The Company will pay cash commissions to the Agents equal to 8.0% of the aggregate gross proceeds of the Offering payable in cash or Units, or any combination of cash or Units, at the option of the Agents. The Agents will receive Agents’ warrants exercisable for a period of 24 months from the Closing Date to acquire that number of Units of the Company which is equal to 8.0% of the number of Units sold under the Offering, at an exercise price that is equal to the Unit Issue Price.
The Offering is to be issued in the provinces of Canada, offshore and in the United States pursuant to an exemption from US Registration Requirements and such other jurisdictions as may be agreed to by the Company and the Agents, but way of private placement exemptions from prospectus requirements, subject to the receipt of necessary regulatory approvals.
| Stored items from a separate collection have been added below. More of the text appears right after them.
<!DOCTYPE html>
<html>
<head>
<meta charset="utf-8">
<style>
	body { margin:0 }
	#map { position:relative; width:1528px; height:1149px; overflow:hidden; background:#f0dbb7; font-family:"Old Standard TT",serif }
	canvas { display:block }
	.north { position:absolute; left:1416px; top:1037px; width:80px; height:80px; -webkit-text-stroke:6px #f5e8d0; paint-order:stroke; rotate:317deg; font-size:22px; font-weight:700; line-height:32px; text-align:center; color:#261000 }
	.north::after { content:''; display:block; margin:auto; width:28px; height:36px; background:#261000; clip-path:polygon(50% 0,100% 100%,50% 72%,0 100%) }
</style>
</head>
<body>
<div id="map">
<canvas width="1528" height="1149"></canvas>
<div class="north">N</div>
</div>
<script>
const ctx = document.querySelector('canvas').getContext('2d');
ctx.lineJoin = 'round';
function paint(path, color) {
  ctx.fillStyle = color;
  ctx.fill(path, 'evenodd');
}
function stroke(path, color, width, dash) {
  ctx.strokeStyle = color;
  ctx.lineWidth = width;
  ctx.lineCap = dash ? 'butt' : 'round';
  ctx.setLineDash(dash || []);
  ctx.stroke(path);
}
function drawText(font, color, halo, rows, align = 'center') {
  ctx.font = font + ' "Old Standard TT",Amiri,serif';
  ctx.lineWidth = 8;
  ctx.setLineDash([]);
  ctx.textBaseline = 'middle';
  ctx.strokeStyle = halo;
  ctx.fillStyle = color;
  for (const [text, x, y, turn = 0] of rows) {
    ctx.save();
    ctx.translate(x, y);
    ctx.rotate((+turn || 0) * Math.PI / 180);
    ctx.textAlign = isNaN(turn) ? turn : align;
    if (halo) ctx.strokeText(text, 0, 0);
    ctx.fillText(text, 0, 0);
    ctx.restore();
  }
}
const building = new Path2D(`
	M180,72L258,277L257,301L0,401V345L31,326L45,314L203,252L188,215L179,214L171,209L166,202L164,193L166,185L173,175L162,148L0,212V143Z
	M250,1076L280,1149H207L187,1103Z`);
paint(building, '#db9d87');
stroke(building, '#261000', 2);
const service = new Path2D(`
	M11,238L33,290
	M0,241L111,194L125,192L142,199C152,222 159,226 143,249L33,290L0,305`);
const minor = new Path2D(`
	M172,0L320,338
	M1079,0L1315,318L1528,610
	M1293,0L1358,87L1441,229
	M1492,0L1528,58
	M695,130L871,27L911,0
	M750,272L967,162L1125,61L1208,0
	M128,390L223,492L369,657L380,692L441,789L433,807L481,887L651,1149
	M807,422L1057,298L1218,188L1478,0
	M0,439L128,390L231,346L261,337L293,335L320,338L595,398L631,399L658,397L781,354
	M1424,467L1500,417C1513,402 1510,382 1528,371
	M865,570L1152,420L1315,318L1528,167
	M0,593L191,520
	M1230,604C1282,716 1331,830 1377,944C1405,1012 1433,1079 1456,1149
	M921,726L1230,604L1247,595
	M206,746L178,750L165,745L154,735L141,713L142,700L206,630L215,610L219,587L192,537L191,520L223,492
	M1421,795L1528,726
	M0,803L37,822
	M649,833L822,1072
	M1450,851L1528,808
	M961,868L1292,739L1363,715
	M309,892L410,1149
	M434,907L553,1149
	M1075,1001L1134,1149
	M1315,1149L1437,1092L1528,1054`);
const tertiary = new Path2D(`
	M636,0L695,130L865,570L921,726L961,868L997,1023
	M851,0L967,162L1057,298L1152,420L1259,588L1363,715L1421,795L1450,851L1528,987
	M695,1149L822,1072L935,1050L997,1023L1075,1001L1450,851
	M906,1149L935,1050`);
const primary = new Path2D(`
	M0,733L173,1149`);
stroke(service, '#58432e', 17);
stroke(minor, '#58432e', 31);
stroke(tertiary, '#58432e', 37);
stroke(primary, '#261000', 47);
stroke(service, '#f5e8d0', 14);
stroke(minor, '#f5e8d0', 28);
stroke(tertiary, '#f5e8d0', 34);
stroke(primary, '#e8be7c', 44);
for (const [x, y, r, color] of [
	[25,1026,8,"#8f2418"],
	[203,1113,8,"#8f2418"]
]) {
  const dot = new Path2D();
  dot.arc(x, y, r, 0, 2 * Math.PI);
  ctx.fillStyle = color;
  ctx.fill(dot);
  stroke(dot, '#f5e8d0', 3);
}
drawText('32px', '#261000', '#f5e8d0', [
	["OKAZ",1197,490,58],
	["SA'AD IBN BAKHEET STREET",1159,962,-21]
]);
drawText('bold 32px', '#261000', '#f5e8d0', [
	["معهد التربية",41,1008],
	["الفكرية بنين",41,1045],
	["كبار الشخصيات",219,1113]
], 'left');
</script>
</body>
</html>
About BLOK Technologies Inc.
BLOK Technologies Inc. is a public company that invests in and develops emerging companies in the blockchain technology sector. The Company’s approach is to provide capital, technology and management expertise to the companies it develops. With core technology being developed for the leading cannabis supply chain integrity network, BLOK Tech continues to grow its business into adjacent industries and emerging technologies. The Company systematically identifies early-stage technologies with potential to disrupt and innovate within their industry and invests the necessary resources to ensure the success of their projects.
For further information, please contact:
James Hyland, B.Comm.
Vice President Corporate Development, Director
ON BEHALF OF THE BOARD OF DIRECTORS
President & CEO
Statements in this news release may be viewed as forward-looking statements. Such statements involve risks and uncertainties that could cause actual results to differ materially from those projected. There are no assurances the company can fulfill such forward-looking statements and the company undertakes no obligation to update such statements. Such forward-looking statements are only predictions; actual events or results may differ materially as a result of risks facing the company, some of which are beyond the company’s control.